Stored data
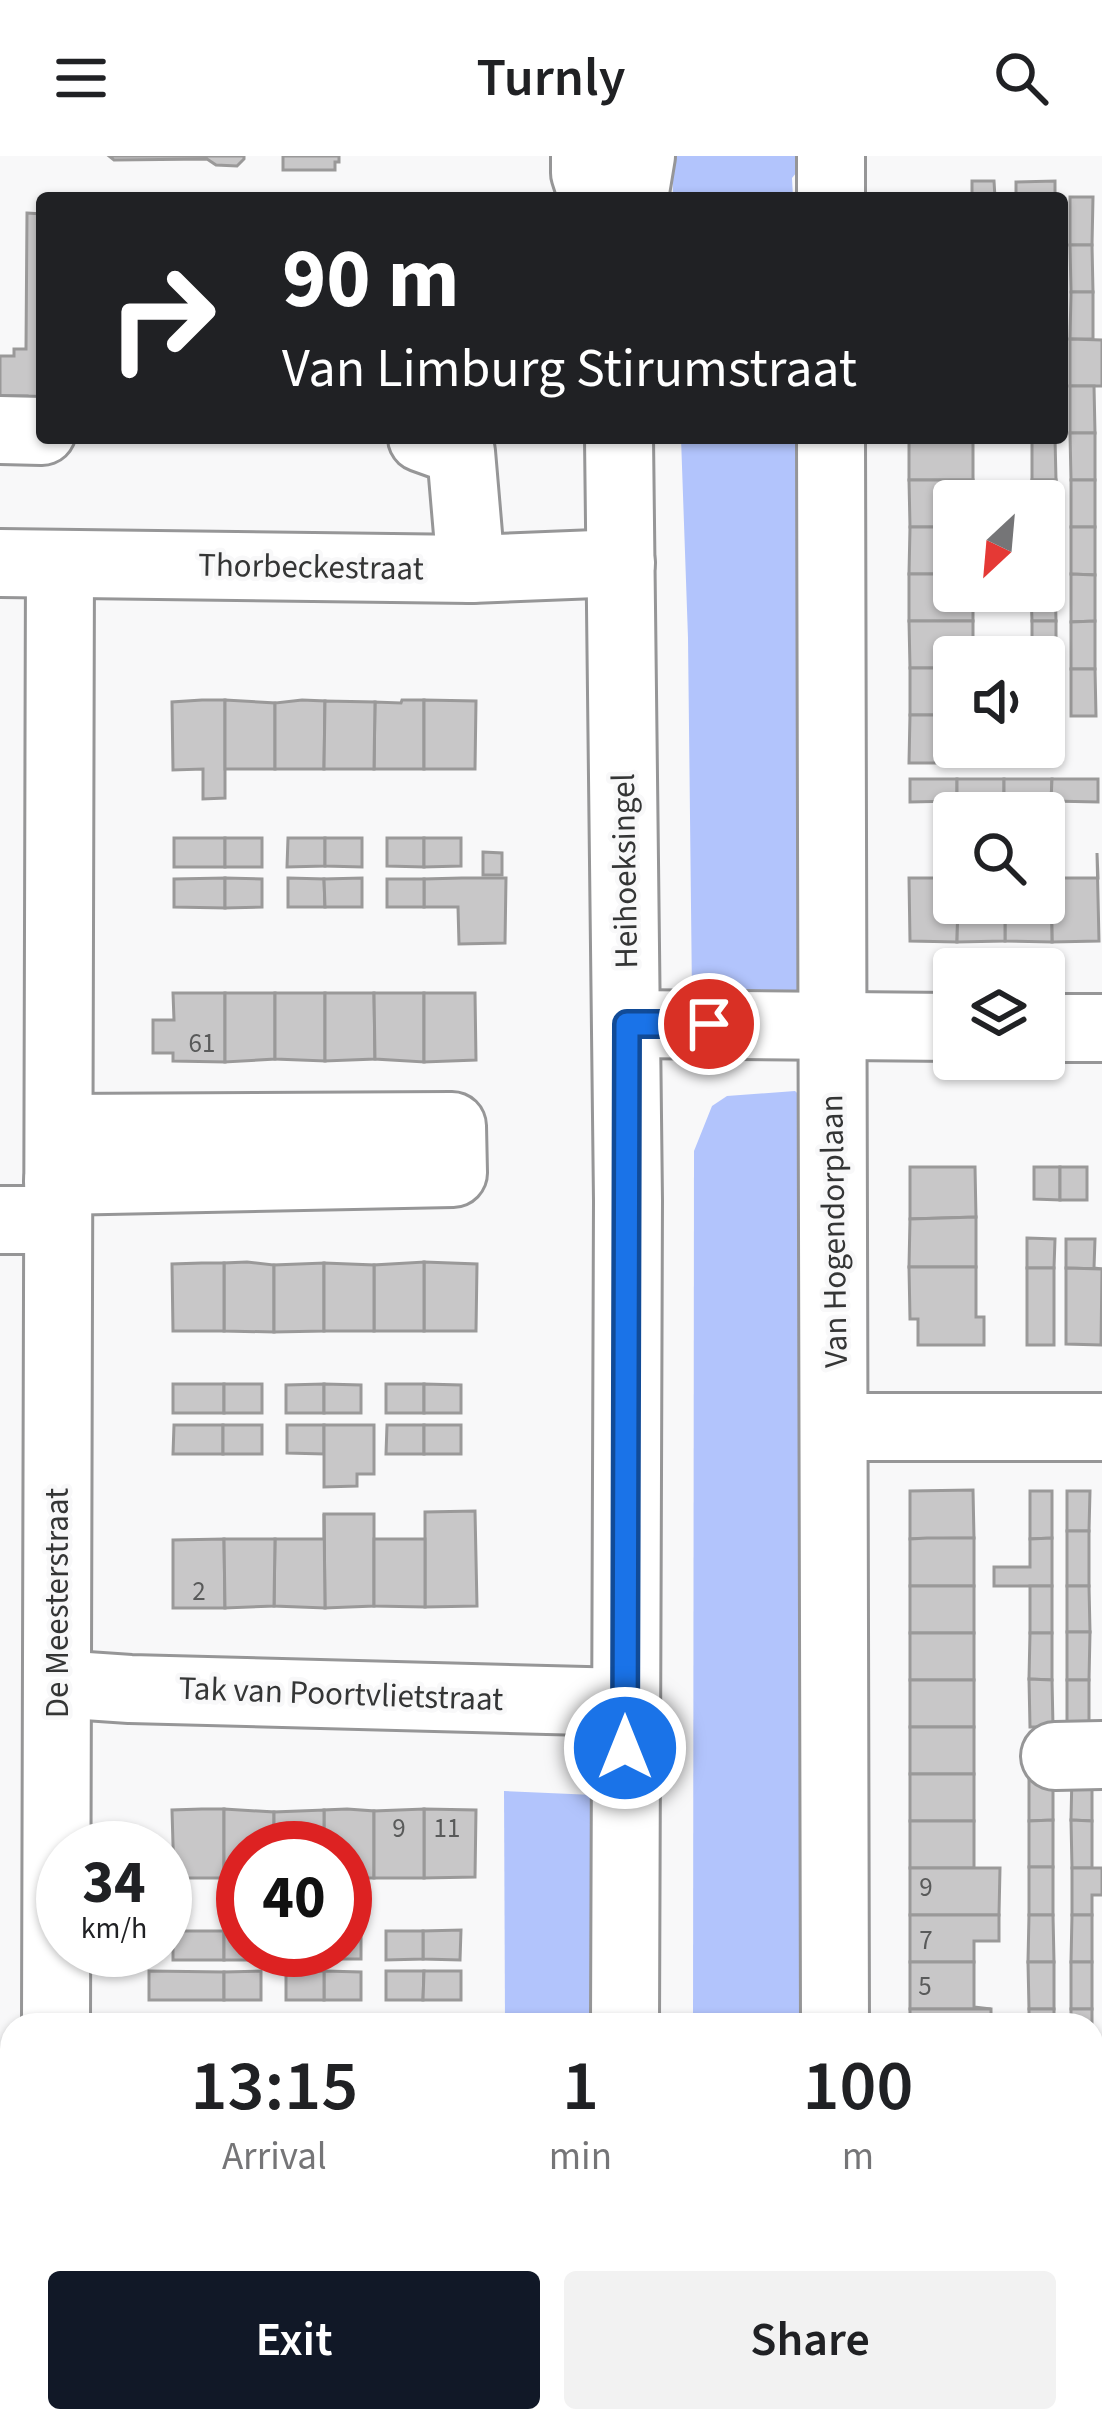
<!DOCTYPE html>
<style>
:root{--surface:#fff;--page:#f2f2f2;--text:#202124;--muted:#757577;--accent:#111827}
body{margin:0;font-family:"Source Sans 3",sans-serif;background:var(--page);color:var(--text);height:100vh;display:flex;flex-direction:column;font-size:45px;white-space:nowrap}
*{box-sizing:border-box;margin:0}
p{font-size:39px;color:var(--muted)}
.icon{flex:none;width:66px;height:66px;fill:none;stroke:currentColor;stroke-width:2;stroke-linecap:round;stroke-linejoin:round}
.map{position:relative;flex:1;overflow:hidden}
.details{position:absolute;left:0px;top:1857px;width:1104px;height:420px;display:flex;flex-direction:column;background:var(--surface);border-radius:36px 36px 0 0;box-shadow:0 3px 9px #0004}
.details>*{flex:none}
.banner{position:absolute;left:36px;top:36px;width:1032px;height:252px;border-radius:12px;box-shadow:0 3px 9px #0004;background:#202124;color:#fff;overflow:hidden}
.needle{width:78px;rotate:206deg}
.controls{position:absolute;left:933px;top:324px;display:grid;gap:24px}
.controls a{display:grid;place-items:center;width:132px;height:132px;border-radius:12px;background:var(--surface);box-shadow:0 3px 9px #0004;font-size:60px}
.speed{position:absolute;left:36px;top:1665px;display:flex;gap:24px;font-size:60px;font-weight:700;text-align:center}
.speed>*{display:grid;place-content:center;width:156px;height:156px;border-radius:50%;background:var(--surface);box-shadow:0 3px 9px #0004;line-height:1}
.speed small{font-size:30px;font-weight:400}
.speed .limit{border:18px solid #d22;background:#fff;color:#111}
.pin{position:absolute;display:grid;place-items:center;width:102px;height:102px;color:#fff;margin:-51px;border:6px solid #fff;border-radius:50%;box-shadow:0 3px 12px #0007}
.me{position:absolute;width:132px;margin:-66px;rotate:0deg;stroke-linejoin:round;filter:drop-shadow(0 0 9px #0008)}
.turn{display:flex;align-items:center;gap:42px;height:252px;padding:0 48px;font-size:54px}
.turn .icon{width:156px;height:156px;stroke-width:2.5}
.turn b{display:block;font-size:84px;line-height:102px}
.eta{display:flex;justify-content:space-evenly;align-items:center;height:204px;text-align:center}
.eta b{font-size:72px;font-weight:600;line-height:84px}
.action{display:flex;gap:24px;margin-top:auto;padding:24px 48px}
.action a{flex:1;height:138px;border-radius:12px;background:var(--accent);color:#fff;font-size:48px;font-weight:600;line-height:138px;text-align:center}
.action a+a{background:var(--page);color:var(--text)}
header{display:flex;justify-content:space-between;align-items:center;height:156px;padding:0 48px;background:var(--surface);font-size:54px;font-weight:600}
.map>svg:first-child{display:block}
</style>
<header><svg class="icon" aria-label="menu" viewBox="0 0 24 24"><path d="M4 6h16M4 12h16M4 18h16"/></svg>Turnly<svg class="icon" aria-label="search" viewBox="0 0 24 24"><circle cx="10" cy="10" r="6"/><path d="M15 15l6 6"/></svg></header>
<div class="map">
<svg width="1102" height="2277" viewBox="0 0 1102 2277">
<rect width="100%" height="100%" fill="#f8f8f9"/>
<g fill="#b2c4fc">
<polygon points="672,0 810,0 792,22 793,42 673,42"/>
<polygon points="681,282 801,282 803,841 692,839 688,482"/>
<polygon points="795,935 810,949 822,1869 693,1869 694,995 712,950 727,940"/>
<polygon points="504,1635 594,1639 593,1869 505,1869"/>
<polygon points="0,2147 12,2148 12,2265 35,2265 35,2277 0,2277"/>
<rect x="506" y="2265" width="86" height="12"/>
</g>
<g fill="#c8c7c8" stroke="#9a9999" stroke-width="3">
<polygon points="109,0 244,0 244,3 237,10 216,9 207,3 114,4"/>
<polygon points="283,0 339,0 339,6 335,6 335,14 283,14"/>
<polygon points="972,25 994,25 995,42 910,42 972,41"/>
<polygon points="1055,25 1055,42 1016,42 1016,26"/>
<polygon points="1070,41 1093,41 1092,89 1070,89"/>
<polygon points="27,57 42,58 42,242 27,244 27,240 0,240 0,200 14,200 14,193 26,193"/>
<polygon points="1070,89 1092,89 1093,136 1071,136"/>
<polygon points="1071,136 1093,136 1093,183 1070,183"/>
<polygon points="1070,183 1102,184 1102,230 1070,230"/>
<polygon points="1070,230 1094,230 1095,277 1070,277"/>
<polygon points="1070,277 1095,277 1095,324 1071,324"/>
<rect x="909" y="282" width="64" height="42"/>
<polygon points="1032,282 1055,282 1056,324 1032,324"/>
<polygon points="909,324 973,324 973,345 954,345 954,371 910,371"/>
<polygon points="1032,324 1056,324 1055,371 1044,371 1044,345 1032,345"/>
<rect x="1071" y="324" width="24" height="47"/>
<polygon points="910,371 954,371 954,418 909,418"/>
<rect x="1044" y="371" width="11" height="47"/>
<polygon points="1071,371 1095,371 1095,419 1071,418"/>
<polygon points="909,418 954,418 954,435 973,435 973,465 909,465"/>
<polygon points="1044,418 1055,418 1056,465 1032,465 1031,435 1044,435"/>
<polygon points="1071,418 1095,419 1095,465 1071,466"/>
<polygon points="909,465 973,465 973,501 954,501 954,512 910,512"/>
<polygon points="1032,465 1056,465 1056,512 1044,512 1044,501 1032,501"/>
<polygon points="1095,465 1095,513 1071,513 1071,466"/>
<rect x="910" y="512" width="44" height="47"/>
<rect x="1044" y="512" width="12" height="47"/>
<polygon points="1071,513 1095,513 1096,560 1071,560"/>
<polygon points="202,544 225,544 225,642 203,643 203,613 173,614 172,546"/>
<polygon points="225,544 275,547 275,613 225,613"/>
<polygon points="302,544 325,545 324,613 275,613 275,547"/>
<polygon points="402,544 424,544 424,613 374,613 375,546 401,547"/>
<polygon points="424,544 476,545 475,613 424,613"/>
<polygon points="325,545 375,546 374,613 324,613"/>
<polygon points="910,559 954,559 954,591 973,591 973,607 909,607"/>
<polygon points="1044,559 1056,559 1056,608 1032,608 1032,591 1044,591"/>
<polygon points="910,623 957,623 957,645 910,646"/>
<polygon points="957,623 1004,623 1004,646 957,645"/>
<polygon points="1004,623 1052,623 1051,645 1004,646"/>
<polygon points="1052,623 1098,623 1098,646 1051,645"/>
<rect x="174" y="682" width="51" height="29"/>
<rect x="225" y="682" width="37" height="29"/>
<polygon points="288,682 325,682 325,710 287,711"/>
<polygon points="325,682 362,682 362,711 325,710"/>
<polygon points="387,682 424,682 424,711 387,710"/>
<polygon points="424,682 461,682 461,710 424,711"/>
<polygon points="483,696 502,697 502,719 483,719"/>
<polygon points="1097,697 1099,785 1052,786 1051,722 1098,722"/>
<polygon points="225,722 225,752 174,751 174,723"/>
<polygon points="225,722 262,723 262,751 225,752"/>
<polygon points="288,722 324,723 325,751 288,751"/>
<polygon points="362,722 362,751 325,751 324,723"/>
<polygon points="462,722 506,722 505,787 459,788 458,751 424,751 424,723"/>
<polygon points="909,722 954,722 954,747 958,747 957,786 910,785"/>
<polygon points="1044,722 1051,722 1052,786 1005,785 1005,747 1044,747"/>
<rect x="387" y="723" width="37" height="28"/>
<polygon points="958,747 1005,747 1005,785 957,786"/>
<polygon points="173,837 225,837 225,906 173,905 173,897 153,897 153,864 174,864"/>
<polygon points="225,837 275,837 275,903 225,906"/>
<polygon points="275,837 325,837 325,905 275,903"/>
<polygon points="325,837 374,837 375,903 325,905"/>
<polygon points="374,837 424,837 424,906 375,903"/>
<polygon points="424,837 475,837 476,904 424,906"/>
<polygon points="910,1011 975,1011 976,1061 910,1063"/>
<polygon points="1034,1011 1060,1011 1060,1044 1034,1043"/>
<rect x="1060" y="1011" width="27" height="33"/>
<polygon points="976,1061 976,1111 909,1111 910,1063"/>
<polygon points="1027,1082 1055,1083 1054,1112 1027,1112"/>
<polygon points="1066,1083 1095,1083 1094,1112 1102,1113 1066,1112"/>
<polygon points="247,1106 274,1109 274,1176 224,1175 224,1107"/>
<polygon points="424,1106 477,1108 476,1175 424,1175"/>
<polygon points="424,1106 424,1175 374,1175 374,1109"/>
<polygon points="202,1107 224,1107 224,1175 173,1175 172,1108"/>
<polygon points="324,1107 324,1175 274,1176 274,1109"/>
<polygon points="324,1107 374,1109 374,1175 324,1175"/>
<polygon points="909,1111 976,1111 976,1161 984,1161 984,1189 918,1189 918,1163 910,1163"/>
<rect x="1027" y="1112" width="27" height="77"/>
<polygon points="1066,1112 1102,1113 1101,1189 1066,1188"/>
<rect x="173" y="1228" width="51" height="29"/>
<rect x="224" y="1228" width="38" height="29"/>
<polygon points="324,1228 324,1257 286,1257 286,1229"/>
<polygon points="324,1228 361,1229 361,1257 324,1257"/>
<rect x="386" y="1228" width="38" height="29"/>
<polygon points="424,1228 461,1229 461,1257 424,1257"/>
<polygon points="174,1269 223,1269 223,1298 173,1298"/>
<rect x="223" y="1269" width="39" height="29"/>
<polygon points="287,1269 324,1269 324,1298 287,1297"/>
<polygon points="324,1269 374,1269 374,1318 357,1318 357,1330 324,1331"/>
<polygon points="387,1269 424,1269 424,1298 386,1298"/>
<rect x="424" y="1269" width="37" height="29"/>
<polygon points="973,1334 974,1382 910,1383 910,1335"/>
<polygon points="1030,1335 1052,1335 1052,1382 1030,1383"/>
<polygon points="1067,1335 1090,1335 1089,1375 1067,1375"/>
<polygon points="475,1355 477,1450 425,1451 425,1356"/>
<polygon points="324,1358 374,1358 374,1450 325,1452"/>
<polygon points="324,1358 325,1452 274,1450 275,1383 324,1383"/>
<rect x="1067" y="1375" width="22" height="55"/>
<polygon points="927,1382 974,1382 974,1430 910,1430 910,1383"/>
<polygon points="1052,1382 1052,1430 994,1430 994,1411 1030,1411 1030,1383"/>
<polygon points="224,1383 225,1452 173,1452 173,1384"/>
<polygon points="224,1383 275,1383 274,1450 225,1452"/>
<polygon points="374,1383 425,1383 425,1451 374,1450"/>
<rect x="910" y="1430" width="64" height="47"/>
<rect x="1030" y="1430" width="22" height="47"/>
<polygon points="1067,1430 1089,1430 1090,1476 1067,1476"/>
<polygon points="1067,1476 1090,1476 1089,1524 1067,1524"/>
<rect x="910" y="1477" width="64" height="47"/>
<polygon points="1030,1477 1052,1477 1052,1524 1029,1523"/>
<polygon points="1029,1523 1052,1524 1053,1571 1030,1571"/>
<rect x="910" y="1524" width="64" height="47"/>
<rect x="1067" y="1524" width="22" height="45"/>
<rect x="910" y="1571" width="64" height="47"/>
<polygon points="1029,1617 1053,1617 1053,1664 1029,1665"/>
<polygon points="1072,1617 1092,1617 1092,1665 1071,1664"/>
<rect x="910" y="1618" width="64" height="47"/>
<polygon points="202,1653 224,1653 224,1722 174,1722 172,1654"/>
<polygon points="224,1653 274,1656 274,1692 243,1692 243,1722 224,1722"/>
<polygon points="347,1653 374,1655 374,1722 345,1722 345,1692 324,1692 324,1654"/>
<polygon points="424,1653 476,1654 475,1721 424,1722"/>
<polygon points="424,1653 424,1722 374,1722 374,1655"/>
<polygon points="324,1654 324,1692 274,1692 274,1656"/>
<polygon points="1053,1664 1053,1711 1029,1711 1029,1665"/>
<polygon points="1071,1664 1092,1665 1092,1712 1072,1712"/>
<rect x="910" y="1665" width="64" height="47"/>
<rect x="1029" y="1711" width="24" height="48"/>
<polygon points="910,1712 1000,1712 999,1759 910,1759"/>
<polygon points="1072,1712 1102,1712 1102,1739 1092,1739 1092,1759 1072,1759"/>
<polygon points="910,1759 999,1759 999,1785 974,1785 974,1806 910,1806"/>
<polygon points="1029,1759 1053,1759 1054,1806 1028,1806"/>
<polygon points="1072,1759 1092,1759 1092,1806 1071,1806"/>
<polygon points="461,1774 460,1804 423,1803 423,1775"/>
<rect x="173" y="1775" width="51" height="29"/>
<polygon points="224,1775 243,1775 243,1794 261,1794 261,1804 224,1804"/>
<polygon points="345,1775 361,1775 361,1803 324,1803 324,1794 345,1794"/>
<polygon points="386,1775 423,1775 423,1803 386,1804"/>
<polygon points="286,1794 324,1794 324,1803 286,1804"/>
<polygon points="910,1806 974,1806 974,1851 991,1853 910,1853"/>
<polygon points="1028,1806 1054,1806 1054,1853 1029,1853"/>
<rect x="1071" y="1806" width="21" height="47"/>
<polygon points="149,1815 224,1816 224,1844 149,1844"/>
<polygon points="261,1815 261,1844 224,1844 224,1816"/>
<polygon points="324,1815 361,1816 361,1844 324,1844"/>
<polygon points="324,1815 324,1844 286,1844 286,1816"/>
<polygon points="386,1815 424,1815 423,1844 386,1844"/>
<polygon points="424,1815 461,1815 461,1844 423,1844"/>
<rect x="910" y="1853" width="81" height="16"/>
<rect x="1029" y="1853" width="25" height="16"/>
<rect x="1071" y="1853" width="21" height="16"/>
<rect x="1092" y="1917" width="10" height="28"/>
<rect x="1092" y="2013" width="10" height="66"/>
<rect x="171" y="2265" width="68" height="12"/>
<rect x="282" y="2265" width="28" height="12"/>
</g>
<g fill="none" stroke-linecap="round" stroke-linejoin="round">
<defs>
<g id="minor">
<polyline points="585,0 585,17 593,42"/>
<polyline points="634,42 641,0"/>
<polyline points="831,42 831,0"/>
<polyline points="0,274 42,275"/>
<polyline points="422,282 461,296 471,413"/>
<polyline points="619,282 628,1045 625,1869"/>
<polyline points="831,282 835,1869"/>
<polyline points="0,407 471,413 621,407"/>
<polyline points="627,868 954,871"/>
<polyline points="1044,872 1102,872"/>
<polyline points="58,1025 453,1017 452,970 59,972"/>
<polyline points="0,1064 58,1064"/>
<polyline points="836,1271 1102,1271"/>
<polyline points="57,1528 130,1533 625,1546"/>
<polyline points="1055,1600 1102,1599"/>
<polyline points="56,1869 60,408"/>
<polyline points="0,2041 12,2041"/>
<polyline points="1092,2156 1102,2156"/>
<polyline points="55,2277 55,2265"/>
<polyline points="625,2277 625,2265"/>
</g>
</defs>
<use href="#minor" stroke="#969697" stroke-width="72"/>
<use href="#minor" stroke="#fff" stroke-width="66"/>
</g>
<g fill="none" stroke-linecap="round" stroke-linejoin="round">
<defs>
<polyline id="route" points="625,1592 627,868 709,868"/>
</defs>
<use href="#route" stroke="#114b97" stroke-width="30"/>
<use href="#route" stroke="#1a73e8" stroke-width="21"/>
</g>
<g text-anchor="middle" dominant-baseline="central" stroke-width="9" stroke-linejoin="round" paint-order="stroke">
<g font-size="27" fill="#595a5a">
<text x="202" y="887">61</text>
<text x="199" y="1435">2</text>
<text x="399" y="1672">9</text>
<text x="447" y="1672">11</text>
<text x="926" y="1731">9</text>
<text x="926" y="1784">7</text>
<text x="925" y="1830">5</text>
</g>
<g font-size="33" fill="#343535" stroke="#f8f8f9">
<text transform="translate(311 411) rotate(1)">Thorbeckestraat</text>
<text transform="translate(625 715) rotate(-91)">Heihoeksingel</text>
<text transform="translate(834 1075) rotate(-91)">Van Hogendorplaan</text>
<text transform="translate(57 1447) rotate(-90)">De Meesterstraat</text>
<text transform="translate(341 1538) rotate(2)">Tak van Poortvlietstraat</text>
</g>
</g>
</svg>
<div class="controls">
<a><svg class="needle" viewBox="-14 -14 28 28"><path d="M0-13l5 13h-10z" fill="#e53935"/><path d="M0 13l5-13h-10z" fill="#757577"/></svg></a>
<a><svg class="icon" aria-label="sound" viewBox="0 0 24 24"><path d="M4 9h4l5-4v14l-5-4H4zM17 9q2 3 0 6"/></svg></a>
<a><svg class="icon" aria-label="search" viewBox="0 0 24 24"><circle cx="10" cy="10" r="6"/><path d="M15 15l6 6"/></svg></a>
<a><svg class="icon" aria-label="layers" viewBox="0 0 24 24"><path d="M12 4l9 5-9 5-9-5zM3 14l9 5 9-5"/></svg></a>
</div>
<div class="speed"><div>34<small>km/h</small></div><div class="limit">40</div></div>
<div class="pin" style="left:709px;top:868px;background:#d93025"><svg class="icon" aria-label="arrive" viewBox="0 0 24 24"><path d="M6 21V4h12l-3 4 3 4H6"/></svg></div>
<svg class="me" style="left:625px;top:1592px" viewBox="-20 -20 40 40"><circle r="17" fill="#1a73e8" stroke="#fff" stroke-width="3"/><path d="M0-11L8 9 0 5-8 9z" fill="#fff"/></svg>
<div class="banner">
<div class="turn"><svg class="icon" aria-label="right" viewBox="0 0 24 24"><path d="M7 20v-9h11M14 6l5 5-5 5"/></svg><div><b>90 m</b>Van Limburg Stirumstraat</div></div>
</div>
<section class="details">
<div class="eta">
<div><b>13:15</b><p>Arrival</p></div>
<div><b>1</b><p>min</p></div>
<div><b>100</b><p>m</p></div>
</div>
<div class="action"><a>Exit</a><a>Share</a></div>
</section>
</div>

Work required
What is needed is a word-for-word restatement of every line from the one with "m</b>Van Limburg Stirumstraat</div></div>" to the end of the entries above.

Result of this task
<div class="turn"><svg class="icon" aria-label="right" viewBox="0 0 24 24"><path d="M7 20v-9h11M14 6l5 5-5 5"/></svg><div><b>90 m</b>Van Limburg Stirumstraat</div></div>
</div>
<section class="details">
<div class="eta">
<div><b>13:15</b><p>Arrival</p></div>
<div><b>1</b><p>min</p></div>
<div><b>100</b><p>m</p></div>
</div>
<div class="action"><a>Exit</a><a>Share</a></div>
</section>
</div>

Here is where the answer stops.